Smalltalk is all about messages being sent to objects, and objects being returned as results. As the sender of a message, you're not supposed to know much about the class or implementation version of the objects you interact with.
>  I know
> I'm getting away from object-oriented encapsulation, but I came up with
> this solution when trying to devise a way to write distributed programs.
>  This is a way of saying: if you claim to be an instance of class
> Collection then I expect you to respond to #size the way Collections do
> in the Squeak3.1 package.  In fact, no matter what your class is I
> expect you to respond the way your class defines in Squeak3.1 package.

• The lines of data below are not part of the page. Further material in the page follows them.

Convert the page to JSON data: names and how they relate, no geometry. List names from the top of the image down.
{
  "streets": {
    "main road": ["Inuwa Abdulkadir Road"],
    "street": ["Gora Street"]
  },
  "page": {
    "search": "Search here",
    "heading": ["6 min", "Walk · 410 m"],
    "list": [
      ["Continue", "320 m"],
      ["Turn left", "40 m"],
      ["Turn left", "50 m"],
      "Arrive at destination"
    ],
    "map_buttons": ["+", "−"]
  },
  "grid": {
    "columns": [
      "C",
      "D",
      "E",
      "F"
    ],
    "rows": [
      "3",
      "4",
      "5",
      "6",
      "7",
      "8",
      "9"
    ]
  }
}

> And if your class is not in Squeak3.1 then raise an exception.  Classes
> will have to have globally unique ids as well, so we know we're talking
> about the same class.
Better talk about interfaces. If you expect a remote object to respond to a certain set of messages in a way defined in some interface, then that's a good thing. For example, if you have an interface 'Dictionary' which defines the basic dictionary protocol, you should not be concerned whether an object adhering to that interface is using a single or multiple hash buckets, B*-Trees, a mapping to a relational database or psychic abilities to retrieve the objects you've put into it.

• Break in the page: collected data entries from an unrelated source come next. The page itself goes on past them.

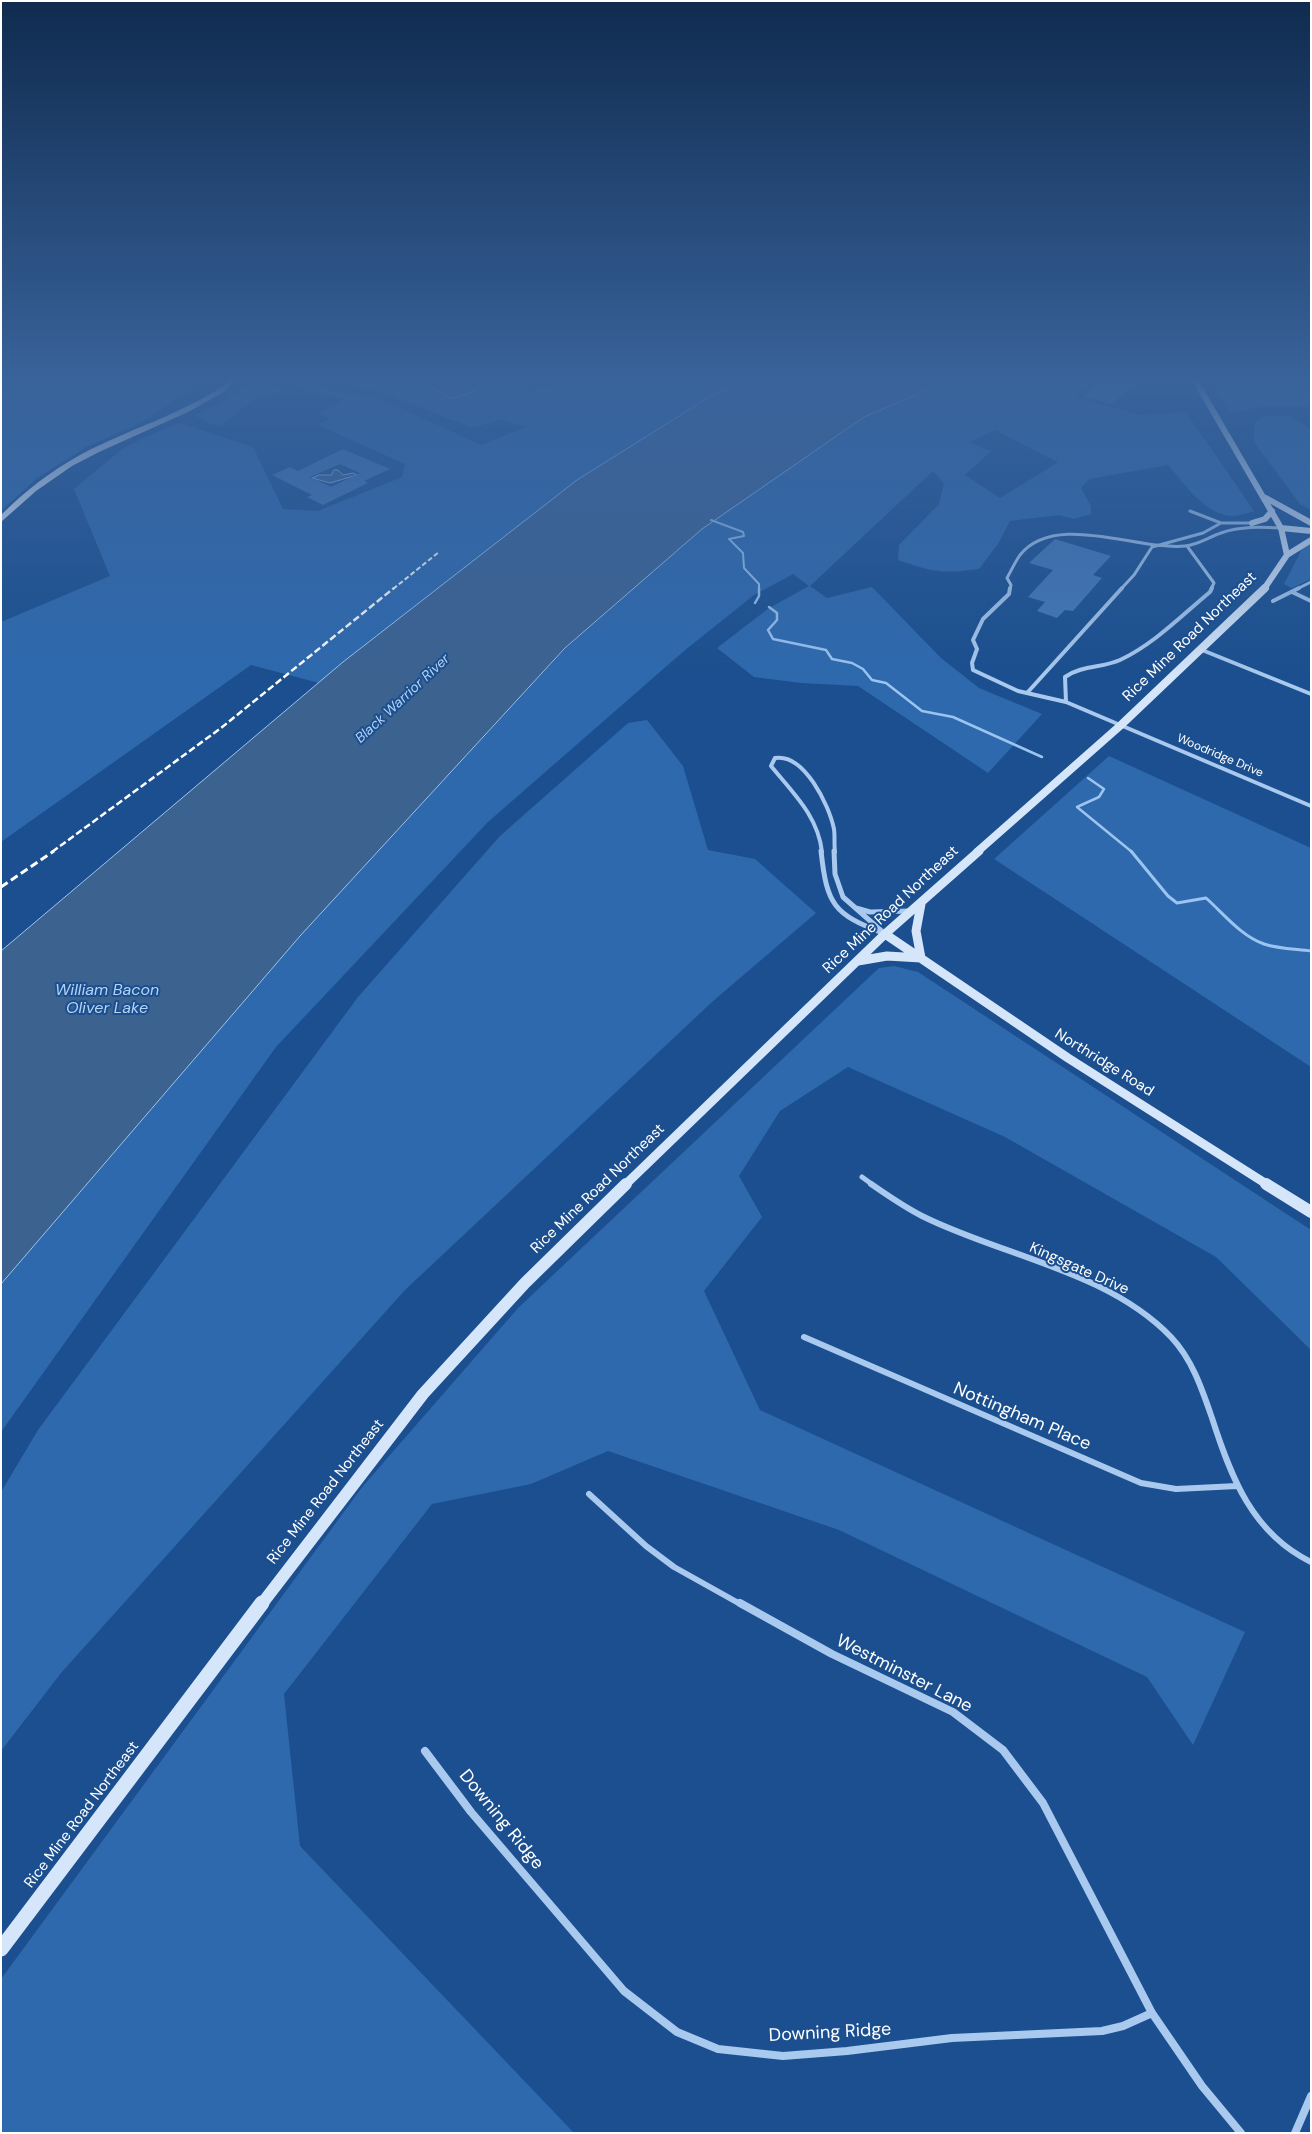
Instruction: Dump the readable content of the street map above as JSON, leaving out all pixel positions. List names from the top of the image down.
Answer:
{
  "streets": {
    "main road": ["Rice Mine Road Northeast", "Northridge Road"],
    "street": [
      "Woodridge Drive",
      "Kingsgate Drive",
      "Nottingham Place",
      "Westminster Lane",
      "Downing Ridge"
    ]
  },
  "crossings": [
    ["Rice Mine Road Northeast", "Woodridge Drive"],
    ["Rice Mine Road Northeast", "Northridge Road"],
    ["Kingsgate Drive", "Nottingham Place"],
    ["Westminster Lane", "Downing Ridge"]
  ],
  "water": ["Black Warrior River", "William Bacon Oliver Lake"]
}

There might me something like a Quality-Of-Service mechanism which tells you whether data stored in this dictionary object will be persistent, how fast (relative to some standard) its insertion, deletion, lookup, enumeration operations are etc.
But this still says nothing about class implementation versions, which are (IMHO) completely irrelevant...
I see one specific case where you need to know which version of software you're looking at: When you know that some version has some bugs, and you want to refuse working with such a version. Since these bugs are presumably not part of the interface, and also not part of the planned Quality-Of-Service of the implementation, you need to know exactly which version you're dealing with...
> 
> I guess this is an attempt to make images look the same when sharing
> data, so they behave predictably, but at the same time allow them to be
> different.  Presumably, messages received from the outside will run in
> their own process in their own environment (the one requested of them),
> while the UI process (and other processes) will run in separate
> environments unaffected.

Sounds like quite a difficult goal, and one that probably won't work in reality with distributed systems. Look at the wwweb: I know it has some totally uncool aspects, but one of the better aspects is that clients and servers are able and willing to work with completely different and unknown versions of servers and clients, as long as some basic interface is adhered to. This is a distributed system that works (mostly).

Cheers,
Hans-Martin

PS: Great that you've been looking at SCAN! I appreciate the kind words, and fully understand that it does not solve the problem that you try to solve. As far as server-centric goes: I did envision it mostly as a system with only intermittent communication, making it suitable for peer-to-peer architectures as well as server-client architectures. However, communication in SCAN is always about versioned larger-scale entities such as packages. Remote message invocation is not its goal.